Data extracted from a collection
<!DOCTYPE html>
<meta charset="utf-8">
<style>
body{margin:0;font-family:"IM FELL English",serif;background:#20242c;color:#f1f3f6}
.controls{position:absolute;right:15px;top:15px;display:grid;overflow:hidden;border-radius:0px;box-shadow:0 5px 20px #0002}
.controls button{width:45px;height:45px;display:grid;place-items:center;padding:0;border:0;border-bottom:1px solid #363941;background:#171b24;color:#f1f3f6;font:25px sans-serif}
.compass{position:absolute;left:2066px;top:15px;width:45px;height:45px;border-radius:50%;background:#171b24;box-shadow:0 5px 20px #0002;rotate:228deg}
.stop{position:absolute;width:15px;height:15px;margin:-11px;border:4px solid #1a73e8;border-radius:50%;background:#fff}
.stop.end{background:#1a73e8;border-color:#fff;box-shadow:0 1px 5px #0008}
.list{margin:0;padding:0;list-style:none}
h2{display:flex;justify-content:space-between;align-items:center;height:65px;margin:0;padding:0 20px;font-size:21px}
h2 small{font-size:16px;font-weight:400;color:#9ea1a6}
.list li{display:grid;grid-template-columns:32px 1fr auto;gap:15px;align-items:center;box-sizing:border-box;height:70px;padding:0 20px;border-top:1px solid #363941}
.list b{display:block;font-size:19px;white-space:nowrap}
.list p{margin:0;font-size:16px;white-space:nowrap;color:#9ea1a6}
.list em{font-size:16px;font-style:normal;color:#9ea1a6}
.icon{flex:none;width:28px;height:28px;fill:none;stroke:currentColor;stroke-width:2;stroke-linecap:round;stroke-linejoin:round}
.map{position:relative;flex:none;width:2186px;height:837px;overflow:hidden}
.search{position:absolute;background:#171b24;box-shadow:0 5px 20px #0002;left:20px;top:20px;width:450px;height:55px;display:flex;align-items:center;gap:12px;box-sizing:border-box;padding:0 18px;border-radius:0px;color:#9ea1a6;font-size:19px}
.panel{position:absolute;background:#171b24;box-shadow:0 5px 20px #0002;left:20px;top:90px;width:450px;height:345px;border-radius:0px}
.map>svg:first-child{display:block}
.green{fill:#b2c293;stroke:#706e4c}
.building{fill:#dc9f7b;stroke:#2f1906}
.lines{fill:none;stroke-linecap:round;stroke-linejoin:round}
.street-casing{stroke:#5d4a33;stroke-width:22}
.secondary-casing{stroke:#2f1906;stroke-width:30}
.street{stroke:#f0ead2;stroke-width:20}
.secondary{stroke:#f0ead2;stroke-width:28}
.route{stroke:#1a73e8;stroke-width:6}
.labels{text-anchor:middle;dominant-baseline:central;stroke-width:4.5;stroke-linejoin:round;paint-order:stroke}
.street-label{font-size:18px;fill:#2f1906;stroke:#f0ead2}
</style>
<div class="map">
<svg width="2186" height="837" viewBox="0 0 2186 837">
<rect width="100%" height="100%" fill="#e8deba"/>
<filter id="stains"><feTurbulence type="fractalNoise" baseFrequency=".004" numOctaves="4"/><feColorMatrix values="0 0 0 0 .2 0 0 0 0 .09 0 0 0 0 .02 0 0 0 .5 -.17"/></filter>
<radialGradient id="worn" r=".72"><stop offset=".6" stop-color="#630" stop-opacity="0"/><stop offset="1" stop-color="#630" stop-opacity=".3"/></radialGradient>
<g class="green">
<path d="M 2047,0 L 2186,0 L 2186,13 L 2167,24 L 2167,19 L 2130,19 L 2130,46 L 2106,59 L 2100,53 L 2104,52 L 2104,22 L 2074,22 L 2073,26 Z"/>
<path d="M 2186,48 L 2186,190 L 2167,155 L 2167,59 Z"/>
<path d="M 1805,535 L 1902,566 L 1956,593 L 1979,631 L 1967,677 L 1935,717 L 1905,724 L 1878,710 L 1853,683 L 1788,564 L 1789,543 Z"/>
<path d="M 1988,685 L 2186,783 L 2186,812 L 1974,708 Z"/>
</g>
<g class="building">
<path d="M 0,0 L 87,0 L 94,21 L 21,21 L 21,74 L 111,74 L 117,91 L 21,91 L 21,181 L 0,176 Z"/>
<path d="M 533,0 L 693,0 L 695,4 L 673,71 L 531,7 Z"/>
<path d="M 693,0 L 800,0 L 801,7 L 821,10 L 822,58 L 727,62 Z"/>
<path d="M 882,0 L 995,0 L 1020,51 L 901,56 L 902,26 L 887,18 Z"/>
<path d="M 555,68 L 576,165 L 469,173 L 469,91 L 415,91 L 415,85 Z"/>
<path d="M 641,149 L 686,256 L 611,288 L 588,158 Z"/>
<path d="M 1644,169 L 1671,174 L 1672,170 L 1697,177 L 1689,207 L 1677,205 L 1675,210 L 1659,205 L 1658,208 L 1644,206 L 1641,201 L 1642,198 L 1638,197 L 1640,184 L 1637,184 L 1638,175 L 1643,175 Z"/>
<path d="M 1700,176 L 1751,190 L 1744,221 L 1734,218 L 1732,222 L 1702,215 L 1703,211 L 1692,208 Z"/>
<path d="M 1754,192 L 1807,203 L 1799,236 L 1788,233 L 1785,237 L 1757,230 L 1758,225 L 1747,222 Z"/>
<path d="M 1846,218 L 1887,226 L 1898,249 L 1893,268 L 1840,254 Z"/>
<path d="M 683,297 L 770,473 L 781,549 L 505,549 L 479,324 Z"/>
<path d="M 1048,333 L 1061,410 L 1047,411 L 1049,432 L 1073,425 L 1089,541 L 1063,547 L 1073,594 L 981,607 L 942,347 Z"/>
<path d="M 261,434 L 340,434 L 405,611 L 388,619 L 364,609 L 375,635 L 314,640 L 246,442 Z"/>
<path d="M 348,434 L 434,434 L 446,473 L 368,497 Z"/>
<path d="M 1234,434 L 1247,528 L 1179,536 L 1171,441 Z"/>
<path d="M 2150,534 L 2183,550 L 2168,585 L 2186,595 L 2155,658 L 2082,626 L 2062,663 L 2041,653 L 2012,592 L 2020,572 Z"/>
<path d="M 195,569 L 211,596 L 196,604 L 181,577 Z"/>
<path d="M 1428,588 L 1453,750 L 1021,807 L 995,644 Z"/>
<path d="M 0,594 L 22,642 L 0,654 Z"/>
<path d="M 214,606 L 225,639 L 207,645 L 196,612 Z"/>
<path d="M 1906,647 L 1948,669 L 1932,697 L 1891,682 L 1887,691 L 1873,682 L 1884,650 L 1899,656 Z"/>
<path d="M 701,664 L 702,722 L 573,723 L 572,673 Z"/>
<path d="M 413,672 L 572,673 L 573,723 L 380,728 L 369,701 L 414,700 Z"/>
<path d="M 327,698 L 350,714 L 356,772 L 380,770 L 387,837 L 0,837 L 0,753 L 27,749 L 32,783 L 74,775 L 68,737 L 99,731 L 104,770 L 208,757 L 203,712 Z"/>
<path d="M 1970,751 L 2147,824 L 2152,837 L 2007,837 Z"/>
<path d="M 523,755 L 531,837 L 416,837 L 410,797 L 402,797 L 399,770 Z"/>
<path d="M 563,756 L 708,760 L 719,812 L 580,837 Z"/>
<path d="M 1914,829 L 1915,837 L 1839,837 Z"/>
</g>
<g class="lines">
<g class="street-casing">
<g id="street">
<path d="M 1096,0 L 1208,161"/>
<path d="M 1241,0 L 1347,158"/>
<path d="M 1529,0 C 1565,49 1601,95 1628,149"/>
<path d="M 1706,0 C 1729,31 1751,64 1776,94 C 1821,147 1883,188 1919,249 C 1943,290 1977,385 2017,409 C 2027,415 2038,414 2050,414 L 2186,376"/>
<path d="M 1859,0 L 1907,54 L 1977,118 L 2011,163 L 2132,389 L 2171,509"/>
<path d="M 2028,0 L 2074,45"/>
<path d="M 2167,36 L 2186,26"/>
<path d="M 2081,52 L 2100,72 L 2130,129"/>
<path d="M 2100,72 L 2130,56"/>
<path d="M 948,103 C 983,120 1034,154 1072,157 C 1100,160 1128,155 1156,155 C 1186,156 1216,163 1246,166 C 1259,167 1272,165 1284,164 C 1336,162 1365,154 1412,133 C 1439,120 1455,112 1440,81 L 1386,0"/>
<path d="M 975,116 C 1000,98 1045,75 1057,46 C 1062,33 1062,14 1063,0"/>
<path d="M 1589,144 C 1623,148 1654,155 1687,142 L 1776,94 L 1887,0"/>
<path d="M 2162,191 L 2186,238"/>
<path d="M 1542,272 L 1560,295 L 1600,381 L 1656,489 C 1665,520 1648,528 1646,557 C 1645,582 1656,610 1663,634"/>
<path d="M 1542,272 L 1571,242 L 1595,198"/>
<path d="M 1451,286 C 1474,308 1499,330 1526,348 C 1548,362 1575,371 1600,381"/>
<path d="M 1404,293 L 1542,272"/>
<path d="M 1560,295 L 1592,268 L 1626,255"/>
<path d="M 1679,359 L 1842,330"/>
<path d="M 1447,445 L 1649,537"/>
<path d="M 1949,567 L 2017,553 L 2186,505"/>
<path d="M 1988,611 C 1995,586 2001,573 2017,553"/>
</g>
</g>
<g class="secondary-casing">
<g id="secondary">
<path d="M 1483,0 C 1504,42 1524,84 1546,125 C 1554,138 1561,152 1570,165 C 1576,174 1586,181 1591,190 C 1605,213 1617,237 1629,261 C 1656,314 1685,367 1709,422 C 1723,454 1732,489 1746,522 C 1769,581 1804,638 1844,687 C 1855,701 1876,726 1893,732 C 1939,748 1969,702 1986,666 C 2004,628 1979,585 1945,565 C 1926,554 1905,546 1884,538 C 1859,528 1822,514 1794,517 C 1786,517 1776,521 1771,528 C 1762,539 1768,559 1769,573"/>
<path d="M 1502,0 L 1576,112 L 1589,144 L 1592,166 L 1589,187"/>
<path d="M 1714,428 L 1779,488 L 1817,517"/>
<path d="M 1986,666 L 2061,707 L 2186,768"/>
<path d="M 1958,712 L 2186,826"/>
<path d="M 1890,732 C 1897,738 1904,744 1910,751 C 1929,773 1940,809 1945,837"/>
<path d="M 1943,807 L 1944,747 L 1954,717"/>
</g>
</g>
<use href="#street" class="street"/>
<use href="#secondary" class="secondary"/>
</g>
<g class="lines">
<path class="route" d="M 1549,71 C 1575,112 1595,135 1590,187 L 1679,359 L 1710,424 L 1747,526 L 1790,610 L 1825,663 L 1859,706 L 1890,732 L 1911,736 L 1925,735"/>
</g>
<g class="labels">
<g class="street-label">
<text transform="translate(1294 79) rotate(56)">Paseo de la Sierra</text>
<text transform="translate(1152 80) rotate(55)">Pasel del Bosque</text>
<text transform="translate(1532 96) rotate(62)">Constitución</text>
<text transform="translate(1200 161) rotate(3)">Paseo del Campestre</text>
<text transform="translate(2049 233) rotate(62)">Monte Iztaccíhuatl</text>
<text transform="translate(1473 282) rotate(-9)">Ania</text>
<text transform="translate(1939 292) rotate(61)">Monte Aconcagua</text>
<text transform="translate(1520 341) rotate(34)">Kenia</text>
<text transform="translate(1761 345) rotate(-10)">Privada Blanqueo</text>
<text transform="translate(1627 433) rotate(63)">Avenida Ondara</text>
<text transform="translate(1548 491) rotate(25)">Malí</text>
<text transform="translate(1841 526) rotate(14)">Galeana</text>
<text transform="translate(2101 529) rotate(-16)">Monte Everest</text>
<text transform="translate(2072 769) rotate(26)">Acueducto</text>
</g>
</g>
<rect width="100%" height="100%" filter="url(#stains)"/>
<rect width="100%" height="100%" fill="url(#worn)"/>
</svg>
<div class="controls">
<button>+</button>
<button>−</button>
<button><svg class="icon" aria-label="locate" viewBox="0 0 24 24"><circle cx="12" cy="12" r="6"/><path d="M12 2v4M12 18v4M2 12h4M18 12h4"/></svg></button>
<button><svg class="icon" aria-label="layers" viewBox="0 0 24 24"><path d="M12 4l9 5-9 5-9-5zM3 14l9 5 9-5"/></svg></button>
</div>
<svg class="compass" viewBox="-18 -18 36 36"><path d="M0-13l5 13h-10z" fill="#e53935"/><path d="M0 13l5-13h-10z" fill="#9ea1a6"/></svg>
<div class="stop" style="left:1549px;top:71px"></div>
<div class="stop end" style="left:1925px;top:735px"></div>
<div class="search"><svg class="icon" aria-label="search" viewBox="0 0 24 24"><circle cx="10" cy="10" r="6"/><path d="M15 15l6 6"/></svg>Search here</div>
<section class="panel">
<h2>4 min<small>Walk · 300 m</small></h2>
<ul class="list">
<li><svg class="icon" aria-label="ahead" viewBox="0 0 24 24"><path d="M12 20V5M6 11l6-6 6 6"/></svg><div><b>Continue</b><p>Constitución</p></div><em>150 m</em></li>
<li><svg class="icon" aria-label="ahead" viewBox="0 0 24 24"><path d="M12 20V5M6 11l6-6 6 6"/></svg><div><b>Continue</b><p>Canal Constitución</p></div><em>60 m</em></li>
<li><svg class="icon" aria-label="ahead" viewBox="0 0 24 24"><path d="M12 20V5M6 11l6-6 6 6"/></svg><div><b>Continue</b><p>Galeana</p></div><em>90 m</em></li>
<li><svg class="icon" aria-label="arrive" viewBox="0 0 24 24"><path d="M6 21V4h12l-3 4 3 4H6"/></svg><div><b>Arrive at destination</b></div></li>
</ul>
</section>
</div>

WHAT YOU ARE ASKED TO DO: Determine how many lines of the records contain the word "white". Reply with the number by itself.

WORKED SOLUTION: 2